The needles are long in both the regular and the junior pens.

If you've never had to discharge the epi-pen on a real, live person, then save your expired pens and practice on a grapefruit or orange. Last summer we had four pens expire around the same time, and we travelled to both sets of grandparents with them and let them practice with them on a piece of fruit. We did the same for the neighborhood teenage babysitter. It really did a lot for our anxiety and unanswered questions.

On Apr 22, 2003

Ya'll are making me nervous...

I just shot an expired Epi-pen into an orange (put a hole right through it! Good thing I am practicing!) and did not think the needle was that long. Less than an inch definitely. Did my whole needle come out? Or did I permanently implant the thing in the orange? [img]http://uumor.pair.com/nutalle2/peanutallergy/eek.gif[/img]

Carolyn

On Apr 22, 2003

No, Carolyn. That sounds about right. It just seemed so long at the time because I stuck it into my 21 month old baby's little leg.

On May 23, 2003

What a great idea! My pens expire in August - I will have to try testing them out on fruit.

Quote:

Originally posted by teacher: [b]The needles are long in both the regular and the junior pens.

If you've never had to discharge the epi-pen on a real, live person, then save your expired pens and practice on a grapefruit or orange. Last summer we had four pens expire around the same time, and we travelled to both sets of grandparents with them and let them practice with them on a piece of fruit. We did the same for the neighborhood teenage babysitter. It really did a lot for our anxiety and unanswered questions.[/b]

On May 23, 2003

How long is the needle? I thought it was like an inch or so. Is it longer than that?

Quote:

Originally posted by tcperrine: [b]Ya'll are making me nervous...

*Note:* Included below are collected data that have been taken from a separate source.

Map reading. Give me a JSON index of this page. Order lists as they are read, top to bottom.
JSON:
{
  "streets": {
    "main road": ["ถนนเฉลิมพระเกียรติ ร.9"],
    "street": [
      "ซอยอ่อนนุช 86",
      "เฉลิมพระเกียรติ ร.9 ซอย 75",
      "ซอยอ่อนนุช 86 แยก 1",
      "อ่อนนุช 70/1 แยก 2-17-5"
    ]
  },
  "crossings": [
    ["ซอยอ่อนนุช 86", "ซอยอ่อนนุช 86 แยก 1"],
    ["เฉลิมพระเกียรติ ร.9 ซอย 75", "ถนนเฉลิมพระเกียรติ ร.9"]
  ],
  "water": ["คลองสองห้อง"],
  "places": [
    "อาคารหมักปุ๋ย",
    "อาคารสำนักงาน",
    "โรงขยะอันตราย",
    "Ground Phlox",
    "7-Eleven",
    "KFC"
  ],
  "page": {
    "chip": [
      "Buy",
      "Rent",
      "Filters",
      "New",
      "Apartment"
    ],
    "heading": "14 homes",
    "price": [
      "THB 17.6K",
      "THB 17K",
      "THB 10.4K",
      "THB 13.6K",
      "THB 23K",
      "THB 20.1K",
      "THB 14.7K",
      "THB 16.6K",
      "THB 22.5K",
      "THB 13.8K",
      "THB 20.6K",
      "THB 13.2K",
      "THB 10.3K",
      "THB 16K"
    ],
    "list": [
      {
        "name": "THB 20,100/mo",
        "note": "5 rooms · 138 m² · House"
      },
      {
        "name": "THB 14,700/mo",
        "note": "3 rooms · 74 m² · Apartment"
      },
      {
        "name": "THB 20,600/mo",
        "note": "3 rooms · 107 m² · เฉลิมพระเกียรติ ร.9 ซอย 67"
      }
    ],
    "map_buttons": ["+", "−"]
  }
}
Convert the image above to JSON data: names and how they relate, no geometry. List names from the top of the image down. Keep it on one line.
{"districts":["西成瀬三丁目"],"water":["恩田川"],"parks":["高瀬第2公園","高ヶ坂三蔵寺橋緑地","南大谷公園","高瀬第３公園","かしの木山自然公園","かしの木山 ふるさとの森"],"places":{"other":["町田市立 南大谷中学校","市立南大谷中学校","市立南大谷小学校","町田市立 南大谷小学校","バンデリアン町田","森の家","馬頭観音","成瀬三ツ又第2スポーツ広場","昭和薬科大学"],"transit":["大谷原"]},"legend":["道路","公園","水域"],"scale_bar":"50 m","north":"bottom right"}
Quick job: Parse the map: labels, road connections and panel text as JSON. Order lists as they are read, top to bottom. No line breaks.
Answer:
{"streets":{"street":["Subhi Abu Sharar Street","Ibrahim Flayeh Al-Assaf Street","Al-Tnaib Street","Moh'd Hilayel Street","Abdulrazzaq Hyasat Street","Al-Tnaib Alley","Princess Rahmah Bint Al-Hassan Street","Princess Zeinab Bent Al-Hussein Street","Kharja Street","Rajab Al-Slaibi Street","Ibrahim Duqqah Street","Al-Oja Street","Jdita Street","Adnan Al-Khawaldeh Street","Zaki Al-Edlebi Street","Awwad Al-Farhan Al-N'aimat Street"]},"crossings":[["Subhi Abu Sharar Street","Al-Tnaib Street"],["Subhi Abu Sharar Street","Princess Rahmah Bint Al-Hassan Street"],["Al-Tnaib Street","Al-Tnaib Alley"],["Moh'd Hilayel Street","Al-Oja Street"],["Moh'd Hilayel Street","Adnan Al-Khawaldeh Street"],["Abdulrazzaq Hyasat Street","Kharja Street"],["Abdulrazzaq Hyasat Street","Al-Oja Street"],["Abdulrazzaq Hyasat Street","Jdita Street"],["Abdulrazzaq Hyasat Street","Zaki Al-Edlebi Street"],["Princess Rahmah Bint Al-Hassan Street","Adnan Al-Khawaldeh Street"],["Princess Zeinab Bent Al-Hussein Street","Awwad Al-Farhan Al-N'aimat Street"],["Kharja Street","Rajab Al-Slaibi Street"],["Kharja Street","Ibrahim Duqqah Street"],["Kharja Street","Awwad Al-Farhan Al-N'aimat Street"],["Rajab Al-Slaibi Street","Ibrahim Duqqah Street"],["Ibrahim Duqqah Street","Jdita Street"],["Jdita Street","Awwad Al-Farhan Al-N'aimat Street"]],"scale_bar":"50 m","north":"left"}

I just shot an expired Epi-pen into an orange (put a hole right through it! Good thing I am practicing!) and did not think the needle was that long. Less than an inch definitely. Did my whole needle come out? Or did I permanently implant the thing in the orange? [img]http://uumor.pair.com/nutalle2/peanutallergy/eek.gif[/img]

Carolyn[/b]

On May 29, 2003

I think it is about an inch. Must admit that most times I've used it I've not been in much of a state to care about needle size though!!

It hurts a little bit afterwards, but because the needle is sprung loaded (sorry to make that sound so vicious!) it goes in really quickly so it's over before you notice! (Remember to hold it in though). Also, the powerful spring means it can be used through clothing in an emergency. I've used mine through thick jeans before and it works just fine. I've heard it can even be used through diving wet suits, although I've never tried this out!!